Using the data below, tally the lines that include the string "feTurbulence". Only the number is wanted.

§ Materials provided:
──────────

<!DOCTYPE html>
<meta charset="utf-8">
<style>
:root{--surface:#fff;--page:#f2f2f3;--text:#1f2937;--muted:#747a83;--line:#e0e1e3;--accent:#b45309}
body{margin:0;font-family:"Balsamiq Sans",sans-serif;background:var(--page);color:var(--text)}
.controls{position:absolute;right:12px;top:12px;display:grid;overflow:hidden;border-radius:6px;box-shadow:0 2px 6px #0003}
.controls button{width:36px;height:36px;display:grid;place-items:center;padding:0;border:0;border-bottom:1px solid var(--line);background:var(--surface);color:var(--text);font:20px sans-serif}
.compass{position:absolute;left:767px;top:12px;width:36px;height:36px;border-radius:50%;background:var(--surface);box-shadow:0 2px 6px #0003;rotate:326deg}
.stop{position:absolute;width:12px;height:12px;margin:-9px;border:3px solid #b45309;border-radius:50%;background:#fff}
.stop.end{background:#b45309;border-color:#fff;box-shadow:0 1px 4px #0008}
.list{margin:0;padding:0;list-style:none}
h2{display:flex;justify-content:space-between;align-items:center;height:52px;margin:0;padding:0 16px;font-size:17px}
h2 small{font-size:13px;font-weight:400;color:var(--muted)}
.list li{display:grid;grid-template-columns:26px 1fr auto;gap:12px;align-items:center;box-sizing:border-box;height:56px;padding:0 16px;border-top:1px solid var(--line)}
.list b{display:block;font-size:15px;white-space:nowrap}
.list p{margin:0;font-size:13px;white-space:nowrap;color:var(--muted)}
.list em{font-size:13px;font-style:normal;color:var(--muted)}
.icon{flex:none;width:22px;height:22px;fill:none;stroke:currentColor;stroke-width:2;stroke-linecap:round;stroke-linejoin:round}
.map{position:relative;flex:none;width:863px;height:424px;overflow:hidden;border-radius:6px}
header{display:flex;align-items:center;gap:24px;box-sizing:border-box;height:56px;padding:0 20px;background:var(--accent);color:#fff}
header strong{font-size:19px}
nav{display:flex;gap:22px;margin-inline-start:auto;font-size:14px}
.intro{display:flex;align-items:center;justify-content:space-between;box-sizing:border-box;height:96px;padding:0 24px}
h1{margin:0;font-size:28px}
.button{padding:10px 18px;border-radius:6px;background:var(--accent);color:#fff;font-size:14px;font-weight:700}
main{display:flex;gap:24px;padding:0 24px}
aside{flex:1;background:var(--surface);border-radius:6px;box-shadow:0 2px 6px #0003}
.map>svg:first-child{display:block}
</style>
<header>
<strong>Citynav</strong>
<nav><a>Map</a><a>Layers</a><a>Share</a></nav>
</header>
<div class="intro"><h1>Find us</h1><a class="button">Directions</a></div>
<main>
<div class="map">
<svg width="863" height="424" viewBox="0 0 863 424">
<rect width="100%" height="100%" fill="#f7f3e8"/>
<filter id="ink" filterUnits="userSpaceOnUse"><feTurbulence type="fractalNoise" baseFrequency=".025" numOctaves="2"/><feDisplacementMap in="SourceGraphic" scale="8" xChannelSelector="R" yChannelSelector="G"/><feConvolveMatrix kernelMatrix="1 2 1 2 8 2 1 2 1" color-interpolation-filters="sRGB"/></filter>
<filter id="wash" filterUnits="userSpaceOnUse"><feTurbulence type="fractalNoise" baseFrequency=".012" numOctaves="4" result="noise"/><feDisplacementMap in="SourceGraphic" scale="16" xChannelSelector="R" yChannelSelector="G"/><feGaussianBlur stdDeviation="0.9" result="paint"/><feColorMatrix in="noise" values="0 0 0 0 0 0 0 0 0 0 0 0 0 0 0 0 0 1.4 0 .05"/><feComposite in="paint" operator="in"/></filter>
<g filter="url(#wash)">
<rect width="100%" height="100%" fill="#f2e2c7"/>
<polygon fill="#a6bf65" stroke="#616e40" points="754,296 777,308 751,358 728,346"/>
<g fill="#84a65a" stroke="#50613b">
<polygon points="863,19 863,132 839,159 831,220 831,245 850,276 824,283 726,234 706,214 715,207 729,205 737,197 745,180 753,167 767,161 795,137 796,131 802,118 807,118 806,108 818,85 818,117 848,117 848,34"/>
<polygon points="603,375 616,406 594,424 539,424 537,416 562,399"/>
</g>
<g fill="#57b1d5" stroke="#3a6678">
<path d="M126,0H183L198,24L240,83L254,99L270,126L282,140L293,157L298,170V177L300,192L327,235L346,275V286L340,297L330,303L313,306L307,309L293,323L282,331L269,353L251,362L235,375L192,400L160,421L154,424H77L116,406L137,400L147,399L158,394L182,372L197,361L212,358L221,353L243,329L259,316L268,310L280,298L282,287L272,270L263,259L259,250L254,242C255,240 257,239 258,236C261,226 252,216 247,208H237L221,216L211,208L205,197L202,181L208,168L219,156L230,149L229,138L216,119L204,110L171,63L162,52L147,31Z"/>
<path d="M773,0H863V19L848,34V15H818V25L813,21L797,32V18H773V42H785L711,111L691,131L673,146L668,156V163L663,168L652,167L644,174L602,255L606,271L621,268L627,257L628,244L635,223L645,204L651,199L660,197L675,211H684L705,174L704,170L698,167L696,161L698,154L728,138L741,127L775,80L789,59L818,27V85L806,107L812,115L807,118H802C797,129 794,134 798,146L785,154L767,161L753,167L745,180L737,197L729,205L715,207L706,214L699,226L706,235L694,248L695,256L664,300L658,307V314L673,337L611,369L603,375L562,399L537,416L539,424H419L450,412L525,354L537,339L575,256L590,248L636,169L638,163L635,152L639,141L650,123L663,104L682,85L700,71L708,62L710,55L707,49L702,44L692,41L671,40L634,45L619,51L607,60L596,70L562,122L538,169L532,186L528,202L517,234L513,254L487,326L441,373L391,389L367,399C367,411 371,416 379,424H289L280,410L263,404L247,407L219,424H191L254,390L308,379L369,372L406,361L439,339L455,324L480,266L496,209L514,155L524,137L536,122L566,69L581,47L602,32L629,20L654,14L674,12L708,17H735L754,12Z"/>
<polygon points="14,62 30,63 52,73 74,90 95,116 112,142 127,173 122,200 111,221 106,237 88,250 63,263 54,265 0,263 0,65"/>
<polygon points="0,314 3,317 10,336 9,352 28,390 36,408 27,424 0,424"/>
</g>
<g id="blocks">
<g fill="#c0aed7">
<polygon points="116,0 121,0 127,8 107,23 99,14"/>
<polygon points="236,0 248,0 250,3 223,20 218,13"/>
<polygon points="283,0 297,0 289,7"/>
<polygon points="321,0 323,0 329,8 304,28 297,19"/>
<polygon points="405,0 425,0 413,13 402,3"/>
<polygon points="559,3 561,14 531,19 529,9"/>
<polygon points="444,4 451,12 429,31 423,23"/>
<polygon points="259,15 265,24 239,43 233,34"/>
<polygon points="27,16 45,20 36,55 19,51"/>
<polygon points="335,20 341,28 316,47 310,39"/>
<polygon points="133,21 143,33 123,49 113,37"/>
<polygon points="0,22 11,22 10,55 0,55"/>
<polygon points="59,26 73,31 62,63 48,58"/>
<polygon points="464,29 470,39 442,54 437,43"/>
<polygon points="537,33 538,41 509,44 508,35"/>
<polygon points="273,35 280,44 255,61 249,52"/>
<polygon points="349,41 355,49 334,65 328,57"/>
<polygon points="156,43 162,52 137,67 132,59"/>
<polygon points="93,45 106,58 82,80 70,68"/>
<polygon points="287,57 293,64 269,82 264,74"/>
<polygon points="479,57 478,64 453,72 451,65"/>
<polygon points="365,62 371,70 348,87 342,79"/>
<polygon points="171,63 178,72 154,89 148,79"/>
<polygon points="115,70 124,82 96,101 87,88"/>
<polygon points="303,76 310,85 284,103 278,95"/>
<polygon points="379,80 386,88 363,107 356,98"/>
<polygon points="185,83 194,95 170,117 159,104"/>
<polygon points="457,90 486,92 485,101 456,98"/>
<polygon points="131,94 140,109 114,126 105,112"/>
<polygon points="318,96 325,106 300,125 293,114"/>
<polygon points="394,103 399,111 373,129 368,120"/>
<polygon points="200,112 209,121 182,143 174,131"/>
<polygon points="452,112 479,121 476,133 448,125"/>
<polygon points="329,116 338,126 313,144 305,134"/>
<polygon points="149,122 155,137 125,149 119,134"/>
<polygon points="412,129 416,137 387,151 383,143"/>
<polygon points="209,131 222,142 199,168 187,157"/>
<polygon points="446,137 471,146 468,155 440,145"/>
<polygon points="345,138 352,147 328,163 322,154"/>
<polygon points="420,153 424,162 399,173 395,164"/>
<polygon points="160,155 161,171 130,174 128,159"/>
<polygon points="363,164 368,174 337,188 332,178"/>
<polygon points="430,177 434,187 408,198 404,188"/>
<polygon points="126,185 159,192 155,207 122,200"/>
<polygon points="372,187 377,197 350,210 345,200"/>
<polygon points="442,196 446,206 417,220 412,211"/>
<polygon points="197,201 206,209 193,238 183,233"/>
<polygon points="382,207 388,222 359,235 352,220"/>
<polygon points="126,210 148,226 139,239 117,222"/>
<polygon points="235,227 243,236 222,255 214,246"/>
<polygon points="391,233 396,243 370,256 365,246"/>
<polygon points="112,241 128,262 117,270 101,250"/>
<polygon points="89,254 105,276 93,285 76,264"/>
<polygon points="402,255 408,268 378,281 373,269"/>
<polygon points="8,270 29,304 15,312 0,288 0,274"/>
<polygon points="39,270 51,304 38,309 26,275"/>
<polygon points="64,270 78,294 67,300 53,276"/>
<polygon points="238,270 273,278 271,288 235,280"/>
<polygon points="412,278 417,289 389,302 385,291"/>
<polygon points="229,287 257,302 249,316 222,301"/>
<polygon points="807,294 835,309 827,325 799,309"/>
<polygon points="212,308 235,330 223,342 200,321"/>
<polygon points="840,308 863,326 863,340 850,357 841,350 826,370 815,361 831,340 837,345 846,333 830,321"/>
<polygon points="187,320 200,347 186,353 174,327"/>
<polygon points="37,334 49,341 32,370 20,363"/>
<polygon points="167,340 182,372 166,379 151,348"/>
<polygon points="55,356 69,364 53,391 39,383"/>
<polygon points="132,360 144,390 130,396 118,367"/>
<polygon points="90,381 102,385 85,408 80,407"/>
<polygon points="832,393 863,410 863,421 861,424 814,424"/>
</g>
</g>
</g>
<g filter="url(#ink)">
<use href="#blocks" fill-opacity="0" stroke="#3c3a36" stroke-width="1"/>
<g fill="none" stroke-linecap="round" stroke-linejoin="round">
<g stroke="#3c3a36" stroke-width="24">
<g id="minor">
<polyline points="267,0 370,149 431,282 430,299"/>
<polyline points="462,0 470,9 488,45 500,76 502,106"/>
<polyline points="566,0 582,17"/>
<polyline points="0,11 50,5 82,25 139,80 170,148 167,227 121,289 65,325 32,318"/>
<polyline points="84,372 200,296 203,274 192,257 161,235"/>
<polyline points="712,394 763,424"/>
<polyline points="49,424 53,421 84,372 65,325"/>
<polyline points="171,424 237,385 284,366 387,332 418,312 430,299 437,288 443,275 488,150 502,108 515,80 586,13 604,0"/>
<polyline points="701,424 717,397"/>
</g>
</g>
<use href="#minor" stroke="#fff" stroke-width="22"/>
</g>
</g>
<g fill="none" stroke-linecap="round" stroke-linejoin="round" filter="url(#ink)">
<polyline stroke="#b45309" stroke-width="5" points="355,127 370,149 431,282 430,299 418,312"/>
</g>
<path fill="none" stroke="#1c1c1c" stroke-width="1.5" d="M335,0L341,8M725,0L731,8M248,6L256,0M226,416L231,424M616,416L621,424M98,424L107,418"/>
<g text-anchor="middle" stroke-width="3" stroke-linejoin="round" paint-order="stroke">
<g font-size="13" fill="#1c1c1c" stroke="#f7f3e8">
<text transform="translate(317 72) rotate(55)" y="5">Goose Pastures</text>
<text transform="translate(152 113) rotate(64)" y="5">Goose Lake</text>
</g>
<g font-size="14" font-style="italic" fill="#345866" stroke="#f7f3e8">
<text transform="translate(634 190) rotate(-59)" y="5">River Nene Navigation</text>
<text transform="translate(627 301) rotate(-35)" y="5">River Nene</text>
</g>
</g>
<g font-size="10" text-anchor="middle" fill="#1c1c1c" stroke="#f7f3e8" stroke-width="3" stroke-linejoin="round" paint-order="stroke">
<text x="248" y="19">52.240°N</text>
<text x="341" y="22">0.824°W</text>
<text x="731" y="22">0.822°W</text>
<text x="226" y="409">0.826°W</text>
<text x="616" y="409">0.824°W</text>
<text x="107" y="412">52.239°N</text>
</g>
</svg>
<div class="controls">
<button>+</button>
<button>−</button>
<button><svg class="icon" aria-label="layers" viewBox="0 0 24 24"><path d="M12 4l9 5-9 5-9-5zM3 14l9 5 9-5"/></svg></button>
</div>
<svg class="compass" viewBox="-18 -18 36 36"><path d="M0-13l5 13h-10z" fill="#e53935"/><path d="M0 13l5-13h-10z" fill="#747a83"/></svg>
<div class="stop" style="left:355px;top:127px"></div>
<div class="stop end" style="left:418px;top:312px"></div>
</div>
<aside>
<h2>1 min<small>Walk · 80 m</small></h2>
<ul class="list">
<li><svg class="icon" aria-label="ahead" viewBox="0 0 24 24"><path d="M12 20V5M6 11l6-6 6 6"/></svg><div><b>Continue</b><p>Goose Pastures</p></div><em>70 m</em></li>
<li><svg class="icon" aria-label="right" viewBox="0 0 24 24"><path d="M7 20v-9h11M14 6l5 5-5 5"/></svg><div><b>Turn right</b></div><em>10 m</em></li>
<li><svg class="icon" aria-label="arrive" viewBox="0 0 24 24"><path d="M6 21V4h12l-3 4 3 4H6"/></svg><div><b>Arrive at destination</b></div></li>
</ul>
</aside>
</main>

──────────

§ Response: 2